Marco Di Benedetto

Personal information
- Date of birth: 5 August 1995 (age 30)
- Place of birth: Nuoro, Italy
- Position(s): Midfielder

Team information
- Current team: Civitanovese

Youth career
- Pescara
- 2011–2014: Juventus

Senior career*
- Years: Team / Apps / (Gls)
- 2014–2015: Juventus / 0 / (0)
- 2014–2015: → FeralpiSalò (loan) / 15 / (0)
- 2015–2016: Lanciano / 0 / (0)
- 2016–2018: San Nicolò / 39 / (10)
- 2018: US Levico Terme / 8 / (0)
- 2018–2019: Forlì / 12 / (1)
- 2019: L'Aquila
- 2019–2020: Polisportiva Torrese
- 2020–2021: Nereto Calcio
- 2021: Lanciano
- 2021: Sambuceto Calcio
- 2021–: Civitanovese

International career
- 2011: Italy U16 / 3 / (1)
- 2011: Italy U17 / 3 / (0)

= Marco Di Benedetto =

Italian footballer

Marco Di Benedetto (born 5 August 1995) is an Italian footballer who plays as a midfielder for Civitanovese.

==Club career==
===Pescara===
Di Benedetto started his career at Abruzzese club Pescara.

===Juventus===
On 17 August 2011 Di Benedetto was signed by Juventus for €450,000, rejoining former Pescara team-mate Luca Del Papa.
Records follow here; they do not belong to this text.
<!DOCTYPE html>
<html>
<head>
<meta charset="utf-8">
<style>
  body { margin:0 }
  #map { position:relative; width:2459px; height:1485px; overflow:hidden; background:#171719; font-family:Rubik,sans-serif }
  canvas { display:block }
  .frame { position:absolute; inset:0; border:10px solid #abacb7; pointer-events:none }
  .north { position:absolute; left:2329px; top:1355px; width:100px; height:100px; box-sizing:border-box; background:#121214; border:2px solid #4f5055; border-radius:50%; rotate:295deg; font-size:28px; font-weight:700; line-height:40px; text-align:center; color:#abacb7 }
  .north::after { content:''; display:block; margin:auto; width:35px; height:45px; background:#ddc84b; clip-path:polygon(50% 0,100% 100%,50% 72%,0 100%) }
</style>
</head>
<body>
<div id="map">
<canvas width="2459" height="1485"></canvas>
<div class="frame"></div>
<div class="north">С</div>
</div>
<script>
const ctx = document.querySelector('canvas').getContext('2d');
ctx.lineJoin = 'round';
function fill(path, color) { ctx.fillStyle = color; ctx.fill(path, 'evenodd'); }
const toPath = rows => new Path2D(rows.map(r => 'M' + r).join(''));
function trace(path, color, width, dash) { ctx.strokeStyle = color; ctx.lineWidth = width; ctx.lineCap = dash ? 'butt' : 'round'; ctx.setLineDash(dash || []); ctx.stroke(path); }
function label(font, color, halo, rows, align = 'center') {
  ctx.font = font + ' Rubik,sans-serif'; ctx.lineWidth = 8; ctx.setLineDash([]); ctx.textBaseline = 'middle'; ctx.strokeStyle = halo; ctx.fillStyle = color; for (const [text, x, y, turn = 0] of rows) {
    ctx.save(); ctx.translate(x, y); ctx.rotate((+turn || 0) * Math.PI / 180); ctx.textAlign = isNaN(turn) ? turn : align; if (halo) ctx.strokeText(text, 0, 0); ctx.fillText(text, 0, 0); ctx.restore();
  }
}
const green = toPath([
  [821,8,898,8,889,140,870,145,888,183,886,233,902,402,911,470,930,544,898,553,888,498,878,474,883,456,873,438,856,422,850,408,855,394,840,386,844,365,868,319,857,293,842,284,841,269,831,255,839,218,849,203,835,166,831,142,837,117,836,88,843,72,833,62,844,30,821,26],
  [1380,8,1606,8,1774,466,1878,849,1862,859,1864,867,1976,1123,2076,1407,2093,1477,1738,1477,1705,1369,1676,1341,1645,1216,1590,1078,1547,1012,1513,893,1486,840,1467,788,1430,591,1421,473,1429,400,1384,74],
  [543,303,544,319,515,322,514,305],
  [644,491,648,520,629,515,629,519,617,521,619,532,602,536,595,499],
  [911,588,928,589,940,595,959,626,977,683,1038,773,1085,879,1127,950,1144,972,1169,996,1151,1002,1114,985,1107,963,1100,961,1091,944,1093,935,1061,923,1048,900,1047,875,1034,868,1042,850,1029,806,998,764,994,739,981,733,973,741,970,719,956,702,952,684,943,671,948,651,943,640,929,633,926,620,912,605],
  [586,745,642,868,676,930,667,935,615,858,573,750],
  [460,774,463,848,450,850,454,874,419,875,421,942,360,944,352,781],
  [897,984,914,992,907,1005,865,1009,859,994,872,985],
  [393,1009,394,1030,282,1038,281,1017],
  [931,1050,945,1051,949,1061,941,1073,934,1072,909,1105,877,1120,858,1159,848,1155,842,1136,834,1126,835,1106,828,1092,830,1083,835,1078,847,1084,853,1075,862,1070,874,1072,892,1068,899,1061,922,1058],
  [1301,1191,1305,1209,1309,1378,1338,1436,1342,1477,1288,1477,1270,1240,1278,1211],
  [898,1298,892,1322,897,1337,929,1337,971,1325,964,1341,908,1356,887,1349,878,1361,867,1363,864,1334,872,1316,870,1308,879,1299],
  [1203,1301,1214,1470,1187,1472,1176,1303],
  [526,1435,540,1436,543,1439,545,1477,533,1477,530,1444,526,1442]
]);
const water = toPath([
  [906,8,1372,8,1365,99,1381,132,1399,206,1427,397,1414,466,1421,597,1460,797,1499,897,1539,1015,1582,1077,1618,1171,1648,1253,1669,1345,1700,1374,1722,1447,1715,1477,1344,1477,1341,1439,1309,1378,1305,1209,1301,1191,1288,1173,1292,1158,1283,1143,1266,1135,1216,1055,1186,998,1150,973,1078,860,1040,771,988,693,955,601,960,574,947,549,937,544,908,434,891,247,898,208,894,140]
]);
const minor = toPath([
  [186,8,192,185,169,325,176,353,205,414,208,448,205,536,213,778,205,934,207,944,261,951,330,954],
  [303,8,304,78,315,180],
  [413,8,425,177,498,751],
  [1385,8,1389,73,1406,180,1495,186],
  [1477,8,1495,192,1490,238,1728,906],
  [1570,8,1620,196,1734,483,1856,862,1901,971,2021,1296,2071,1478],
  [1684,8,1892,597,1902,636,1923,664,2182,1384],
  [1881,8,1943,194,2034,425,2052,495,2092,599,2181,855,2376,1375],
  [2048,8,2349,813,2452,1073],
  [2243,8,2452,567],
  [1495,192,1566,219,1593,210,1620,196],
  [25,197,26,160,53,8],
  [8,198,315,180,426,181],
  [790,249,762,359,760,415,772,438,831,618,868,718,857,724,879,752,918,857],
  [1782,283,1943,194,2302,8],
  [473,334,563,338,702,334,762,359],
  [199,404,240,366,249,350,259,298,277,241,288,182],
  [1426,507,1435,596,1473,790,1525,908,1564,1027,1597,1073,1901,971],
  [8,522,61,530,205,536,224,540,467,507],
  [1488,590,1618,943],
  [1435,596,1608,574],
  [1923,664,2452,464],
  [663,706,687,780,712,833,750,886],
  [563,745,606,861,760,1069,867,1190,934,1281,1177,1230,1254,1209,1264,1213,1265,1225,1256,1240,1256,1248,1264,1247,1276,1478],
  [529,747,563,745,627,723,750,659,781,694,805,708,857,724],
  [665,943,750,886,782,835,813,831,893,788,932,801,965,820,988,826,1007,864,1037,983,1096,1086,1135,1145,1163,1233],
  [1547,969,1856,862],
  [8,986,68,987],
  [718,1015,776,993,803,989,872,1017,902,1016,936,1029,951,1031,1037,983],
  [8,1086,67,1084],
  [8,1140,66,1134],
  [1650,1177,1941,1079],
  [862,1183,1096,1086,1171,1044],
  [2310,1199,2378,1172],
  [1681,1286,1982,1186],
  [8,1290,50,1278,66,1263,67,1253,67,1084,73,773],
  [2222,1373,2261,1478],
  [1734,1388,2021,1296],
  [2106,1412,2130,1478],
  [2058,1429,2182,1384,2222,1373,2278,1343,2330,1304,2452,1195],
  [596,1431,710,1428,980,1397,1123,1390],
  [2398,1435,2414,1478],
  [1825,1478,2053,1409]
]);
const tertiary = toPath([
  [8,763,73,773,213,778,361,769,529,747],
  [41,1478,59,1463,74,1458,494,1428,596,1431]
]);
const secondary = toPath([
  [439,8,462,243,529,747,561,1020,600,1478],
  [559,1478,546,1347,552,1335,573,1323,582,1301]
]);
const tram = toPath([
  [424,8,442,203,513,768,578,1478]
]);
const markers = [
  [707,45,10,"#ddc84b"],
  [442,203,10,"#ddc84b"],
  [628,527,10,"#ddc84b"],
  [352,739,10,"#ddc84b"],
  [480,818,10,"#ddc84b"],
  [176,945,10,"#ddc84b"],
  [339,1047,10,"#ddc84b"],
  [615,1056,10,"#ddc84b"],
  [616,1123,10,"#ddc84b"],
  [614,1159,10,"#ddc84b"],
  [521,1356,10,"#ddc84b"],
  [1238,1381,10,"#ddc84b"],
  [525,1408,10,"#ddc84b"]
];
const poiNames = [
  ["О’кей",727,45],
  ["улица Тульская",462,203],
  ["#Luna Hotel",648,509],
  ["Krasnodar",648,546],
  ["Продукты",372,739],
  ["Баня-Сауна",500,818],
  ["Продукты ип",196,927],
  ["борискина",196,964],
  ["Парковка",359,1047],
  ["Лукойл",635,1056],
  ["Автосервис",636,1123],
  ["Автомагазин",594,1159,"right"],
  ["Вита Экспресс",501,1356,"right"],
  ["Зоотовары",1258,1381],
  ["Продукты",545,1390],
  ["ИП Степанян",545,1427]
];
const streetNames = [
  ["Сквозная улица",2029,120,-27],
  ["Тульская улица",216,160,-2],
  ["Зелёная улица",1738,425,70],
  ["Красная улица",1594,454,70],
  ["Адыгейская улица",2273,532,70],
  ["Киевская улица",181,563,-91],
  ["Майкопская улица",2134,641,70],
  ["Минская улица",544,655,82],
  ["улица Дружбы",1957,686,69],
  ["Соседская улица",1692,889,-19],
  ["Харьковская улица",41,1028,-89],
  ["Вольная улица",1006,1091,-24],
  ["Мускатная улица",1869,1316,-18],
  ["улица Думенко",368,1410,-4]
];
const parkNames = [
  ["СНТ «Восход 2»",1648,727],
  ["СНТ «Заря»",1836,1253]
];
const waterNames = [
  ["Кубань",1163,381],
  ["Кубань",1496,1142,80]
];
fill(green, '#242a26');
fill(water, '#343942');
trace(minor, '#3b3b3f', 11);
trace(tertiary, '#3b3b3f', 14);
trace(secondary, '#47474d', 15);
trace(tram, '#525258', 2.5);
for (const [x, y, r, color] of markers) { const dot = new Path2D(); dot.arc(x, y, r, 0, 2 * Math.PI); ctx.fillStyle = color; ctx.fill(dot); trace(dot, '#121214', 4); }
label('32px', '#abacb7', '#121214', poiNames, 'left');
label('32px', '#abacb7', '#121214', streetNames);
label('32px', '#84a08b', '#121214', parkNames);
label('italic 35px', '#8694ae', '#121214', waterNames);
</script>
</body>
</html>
Di Benedetto only played 8 times for the reserve team in the 2012–13 season. Di Benedetto signed his first professional contract in 2013, keeping him until 2016. Di Benedetto played twice in 2013–14 UEFA Youth League.

===FeralpiSalò (loan)===
On 31 January 2014 Di Benedetto was farmed to Lega Pro Prima Divisione club FeralpiSalò. On 17 July 2014 the loan was renewed, which the club also signed fellow midfielder Michele Cavion from Turin.

===Lanciano===
On 8 July 2015 Serie B club Lanciano signed Di Benedetto and Penna from Juventus, as part of the deal that Mame Baba Thiam moved to Turin outright in June.

===Later career===
After four months at L'Aquila, Di Benedetto joined Polisportiva Torrese 1974 in December 2019. On 12 August 2020, he moved to Nereto Calcio. On 8 April 2021, Di Benedetto signed with Lanciano. In July 2021, he joined ASD Sambuceto Calcio.

In December 2021, Di Benedetto moved to Civitanovese Calcio.

==International career==
Di Benedetto played six friendlies for Italy national youth teams. However, he was not selected to 2012 UEFA European Under-17 Championship qualification.